Related tags Packaging

Public ignorance about the role played by food packaging could lead to the adoption of regulatory policies that produce more waste, an expert in the...

Public ignorance about the role played by food packaging could lead to the adoption of regulatory policies that produce more waste, an expert in the field has warned.

“The primary role [of packaging] is to contain, protect and preserve food,” said Dick Searle chief executive The Packaging Federation at a conference last week on the future of the food and drink industry organised by the Westminster Food & Nutrition Forum.
“But of course it’s very visible and it’s very little understood by consumers. But the fact is modern society - cities - could not exist without packaging,” said Searle, who also sits on the government’s Food Chain Emergency Liaison Group.
He reported that packaging made up less than 2% of the UK’s total gross carbon footprint but gave a negative net figure when the amount of waste it saved was taken into account.

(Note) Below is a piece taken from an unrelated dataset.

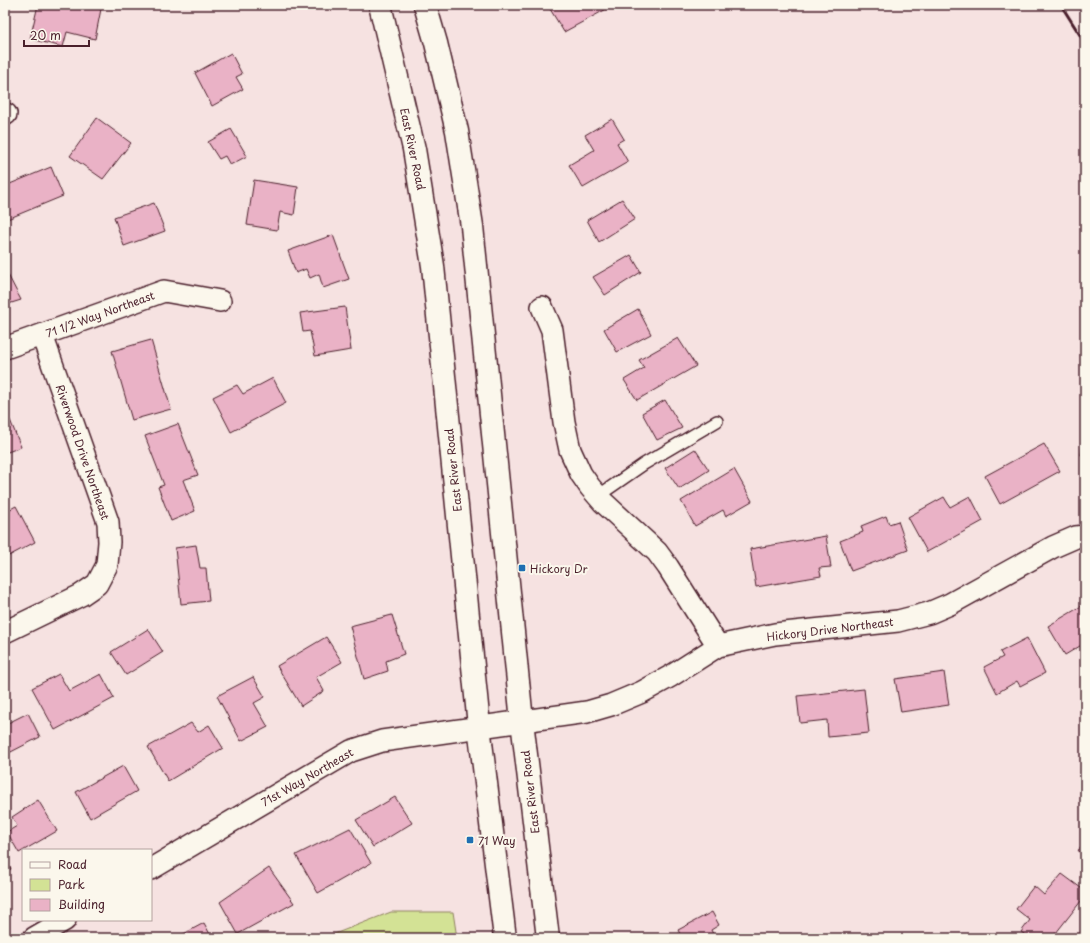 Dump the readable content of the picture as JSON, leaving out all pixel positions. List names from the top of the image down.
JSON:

And it uses 1.5% of the nation’s resources.
He cited the example of meat packaging, which commonly uses composite films and modified atmospheres to ensure a shelf-life of two weeks. Without this approach, the shelf-life would be just a few days and far more red meat, which has a very high carbon footprint, would be wasted, he argued.
“Frankly, the political and media focus on packaging seems to be driven by what consumers see in their bins,” he noted. “They’re not remembering that the reason for all that packaging is the goods that they’ve bought.
“The frightening statistic is that the environmental impact of food thrown away in the home has 15 times the impact of packaging waste.”
He went on to say: “It’s about time we started to look at the science. Cheap political shots at packaging are really interfering with scientific realities. Politics are now more important than food security.”
Searle argued that food waste up the supply chain, which is as high as 40-50% in some developing countries, could be reduced to the 3% common in the UK by more appropriate use of packaging. “How does anybody think that is going to be solved without using modern packaging and modern distribution?” he asked.